Pero las tensiones entre líderes políticos y los servidores públicos no son nuevos. Cuando en 1970 el presidente Nixon anunció una intervención militar en Camboya en el contexto de la guerra de Vietnam, más de 200 funcionarios de Exteriores firmaron una carta dirigida al secretario de Estado protestando por tal decisión. Fue la mayor protesta en la historia del Departamento de Estado que un año después daría lugar al establecimiento de un mecanismo denominado Dissent Channel, que permitiría a los funcionarios expresar formalmente su visión contraria o alternativa a determinados asuntos de política exterior. Sus reglas incluían su protección contra posibles represalias. Cuando Trump llegó a la Casa Blanca, aterrizando con maneras nixonianas, la circulación de un borrador en el Dissent Channel mostrando su oposición a la iniciativa del Gobierno de prohibir la entrada de inmigrantes procedentes de países musulmanes desencadenó las primeras críticas y ataques personales de Donald Trump. Desde entonces, ningún mecanismo institucional del arsenal democrático –Congreso, cuerpo jurídico, funcionarios, prensa, servicio de inteligencia– se ha librado de insultos y ataques.
Como recuerda William J. Burns en el artículo arriba mencionado, la verdadera amenaza a la democracia de EEUU no es ese imaginario “deep state” que busca debilitar al presidente, sino un Estado débil con unas instituciones vaciadas, donde el favoritismo y la corrupción no deja a los servidores públicos defender los valores democráticos o competir en un ambiente internacional cada vez más lleno, más complicado y más competitivo. Burns llega a comparar los ataques de Trump al cuerpo diplomático con los días de la “caza al comunista” del senador Joseph McCarthy.

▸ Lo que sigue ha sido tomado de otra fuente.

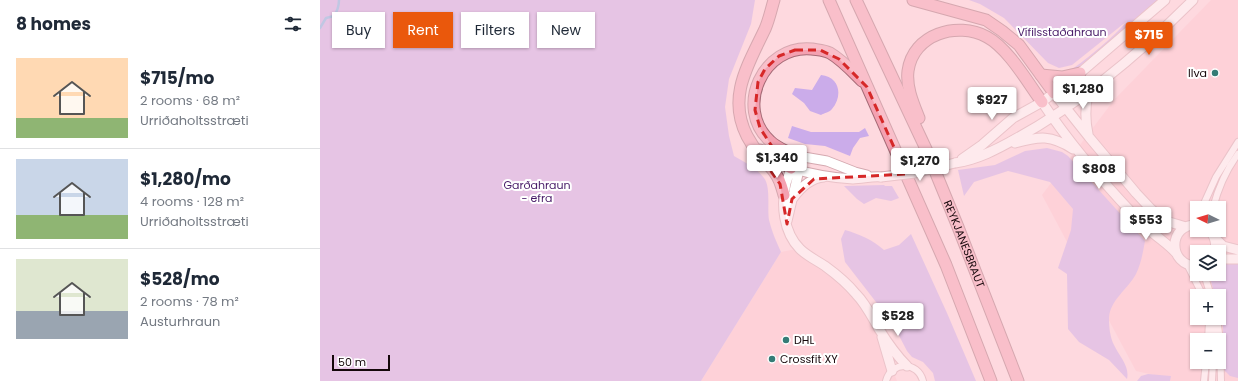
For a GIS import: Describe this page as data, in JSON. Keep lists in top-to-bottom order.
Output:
{
  "streets": {
    "highway": ["REYKJANESBRAUT"]
  },
  "parks": ["Vífilsstaðahraun", "Garðahraun - efra"],
  "places": ["Ilva", "DHL", "Crossfit XY"],
  "scale_bar": "50 m",
  "north": "left",
  "page": {
    "heading": "8 homes",
    "chip": [
      "Buy",
      "Rent",
      "Filters",
      "New"
    ],
    "price": [
      "$715",
      "$1,280",
      "$927",
      "$1,340",
      "$1,270",
      "$808",
      "$553",
      "$528"
    ],
    "list": [
      {
        "name": "$715/mo",
        "note": "2 rooms · 68 m² · Urriðaholtsstræti"
      },
      {
        "name": "$1,280/mo",
        "note": "4 rooms · 128 m² · Urriðaholtsstræti"
      },
      {
        "name": "$528/mo",
        "note": "2 rooms · 78 m² · Austurhraun"
      }
    ],
    "map_buttons": ["+", "−"],
    "scale": "50 m"
  }
}
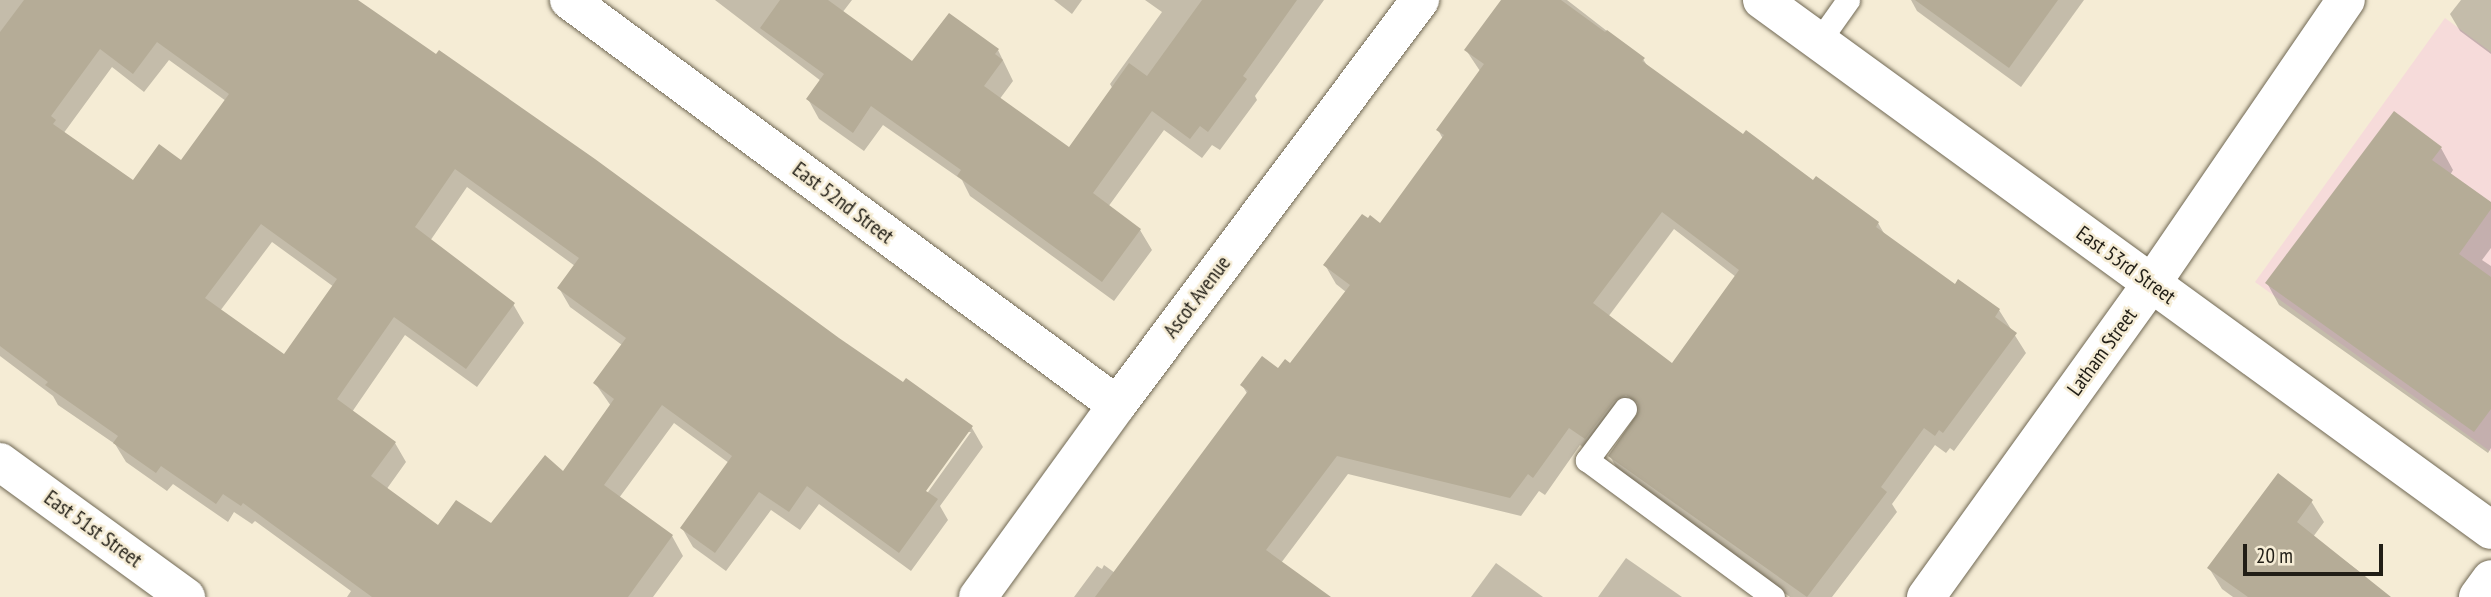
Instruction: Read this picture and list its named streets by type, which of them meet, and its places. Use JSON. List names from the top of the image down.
{
  "streets": {
    "street": [
      "East 52nd Street",
      "East 53rd Street",
      "Ascot Avenue",
      "Latham Street",
      "East 51st Street"
    ]
  },
  "crossings": [
    ["East 52nd Street", "Ascot Avenue"],
    ["East 53rd Street", "Latham Street"]
  ],
  "scale_bar": "20 m"
}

A los diplomáticos se les pueden sumar ahora los militares, tras el polémico indulto de Trump a un miembro de los Navy Seal acusado de crímenes de guerra. El mensaje que ha enviado el presidente de EEUU con este paso es que la única disciplina que vale es la obediencia a su persona, además de enviar una errónea señal tanto a las tropas estadounidenses como a los aliados de que EEUU no se toma en serio el Derecho que se aplica en los conflictos armados (ius in bello). Trump, como Commander in Chief de EEUU , ha dado a entender que él es el último árbitro de la justicia militar. Pero como ha dicho Richard Spenser, secretario de la Armada, en su carta de despido “la ley es los que nos diferencia de nuestros adversarios”. Su carta recuerda a la del secretario de Defensa, James Mattis, cuando también renunció a su cargo y advertía que el presidente quería un secretario que estuviera por encima de todo alineado con su visión de las cosas. Así están las cosas en Washington D.C.